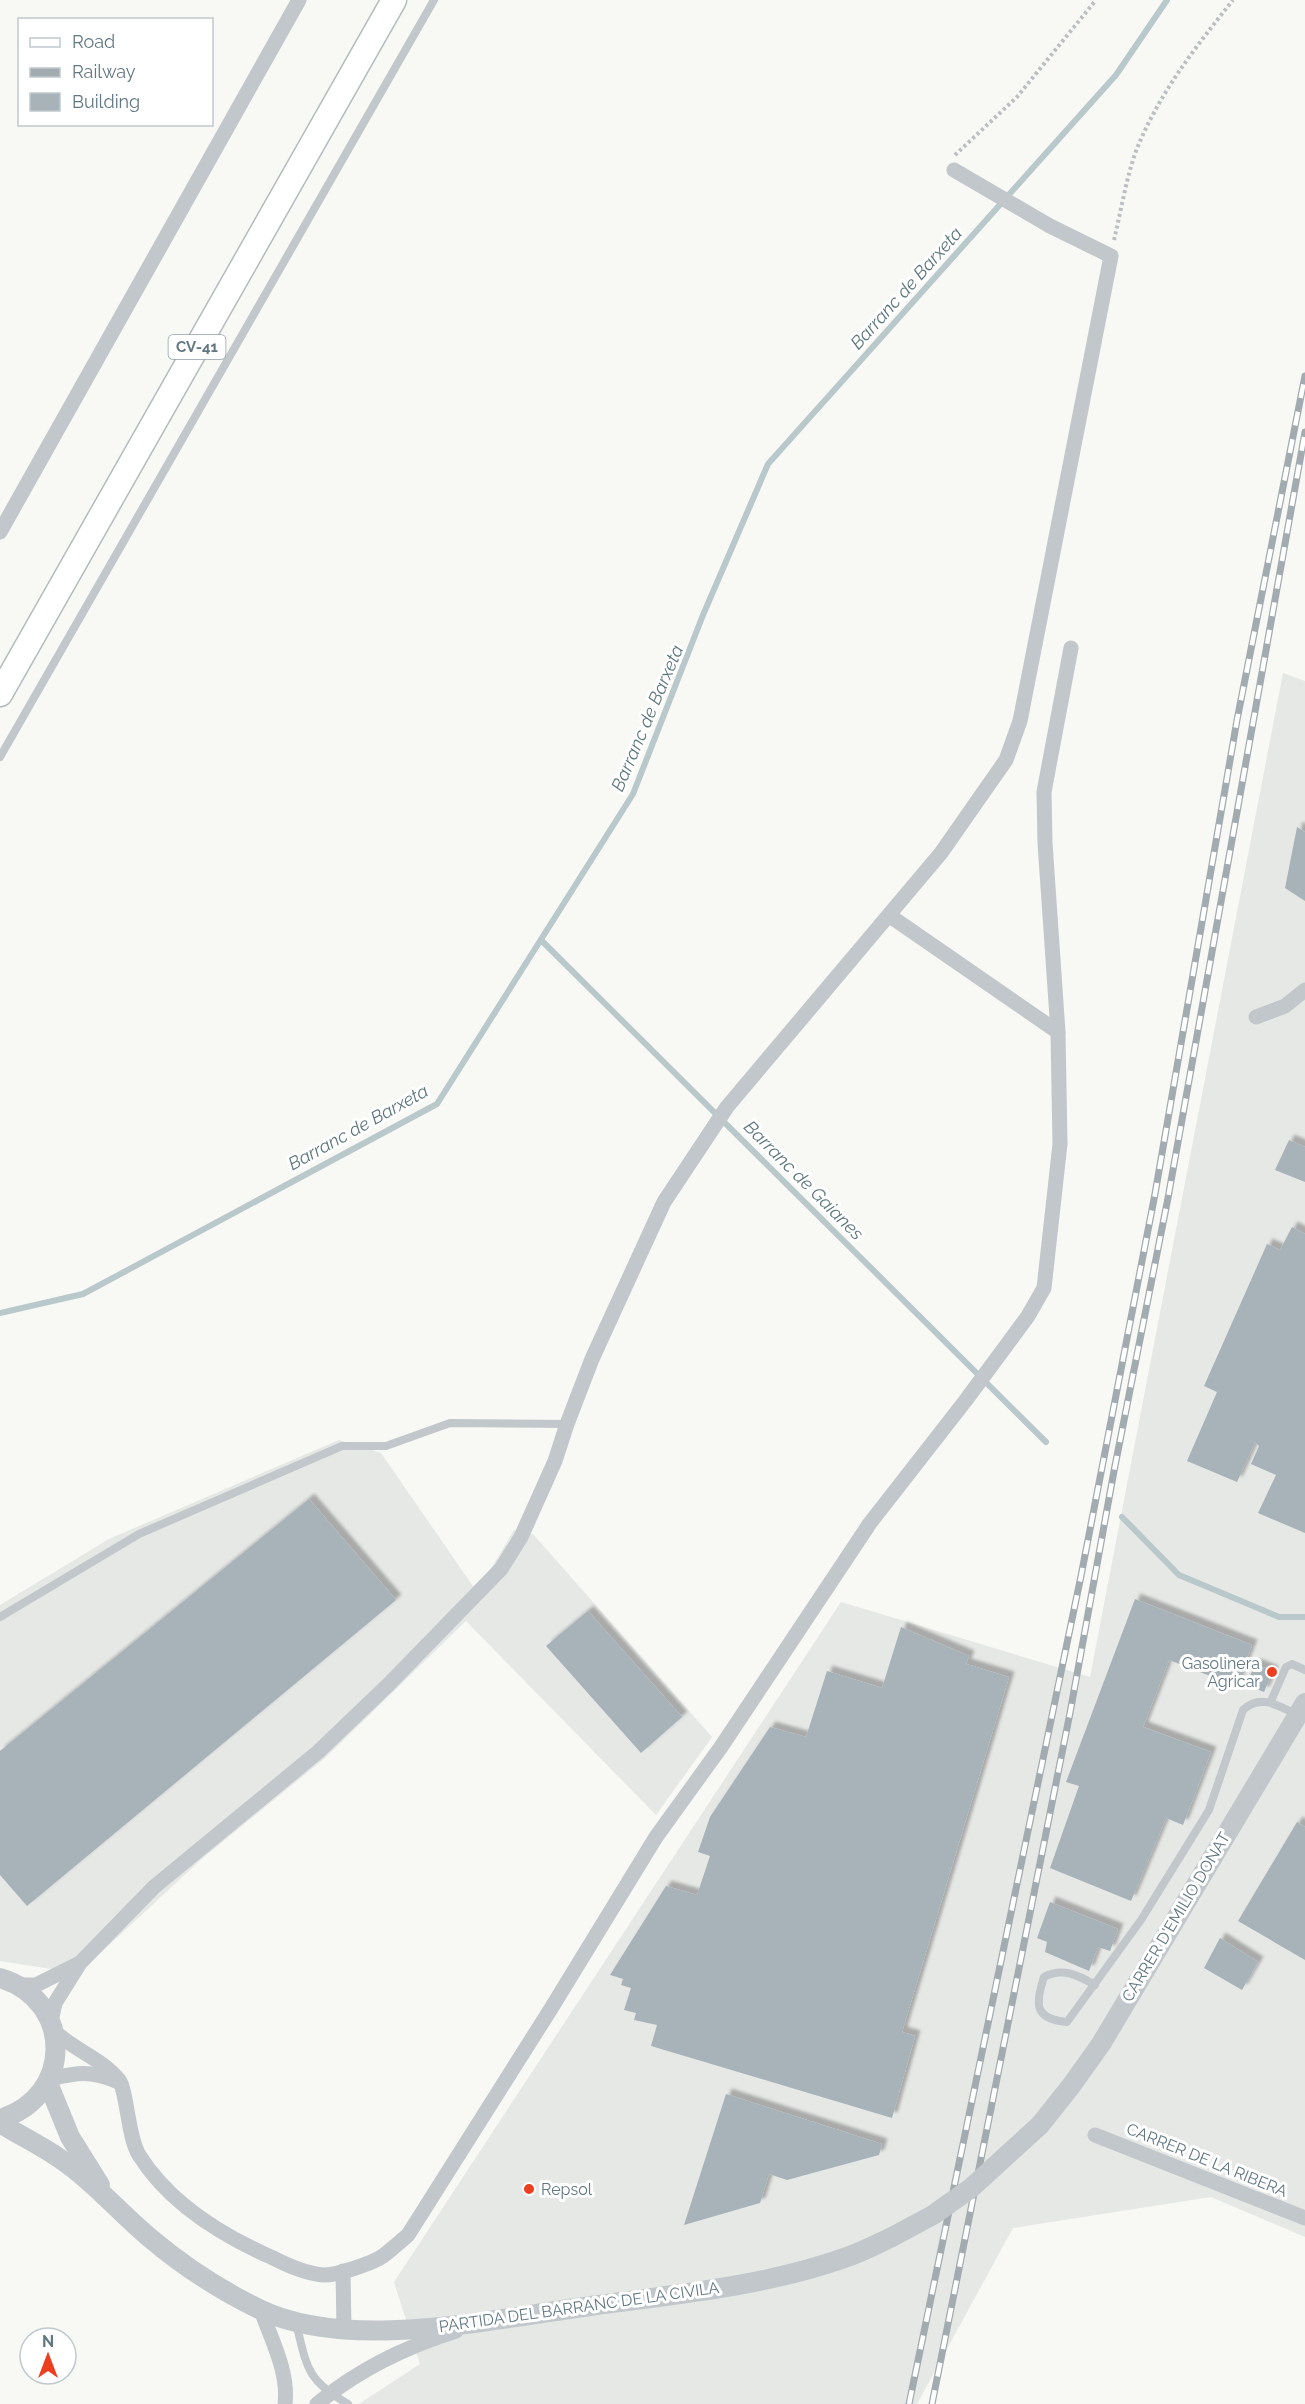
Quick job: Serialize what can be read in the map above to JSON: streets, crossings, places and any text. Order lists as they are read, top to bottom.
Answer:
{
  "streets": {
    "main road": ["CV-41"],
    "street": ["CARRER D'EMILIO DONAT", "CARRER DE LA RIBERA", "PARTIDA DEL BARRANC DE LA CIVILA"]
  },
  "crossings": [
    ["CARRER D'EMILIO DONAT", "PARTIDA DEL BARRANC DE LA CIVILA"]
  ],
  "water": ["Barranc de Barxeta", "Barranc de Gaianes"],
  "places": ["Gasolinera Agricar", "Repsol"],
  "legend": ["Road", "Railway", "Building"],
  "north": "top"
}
--
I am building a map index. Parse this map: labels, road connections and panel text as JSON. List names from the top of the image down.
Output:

• _Problem statement_
Copy out every line of the entries where the string "JSON" shows up.

• _Final answer_
Quick job: Serialize what can be read in the map above to JSON: streets, crossings, places and any text. Order lists as they are read, top to bottom.
I am building a map index. Parse this map: labels, road connections and panel text as JSON. List names from the top of the image down.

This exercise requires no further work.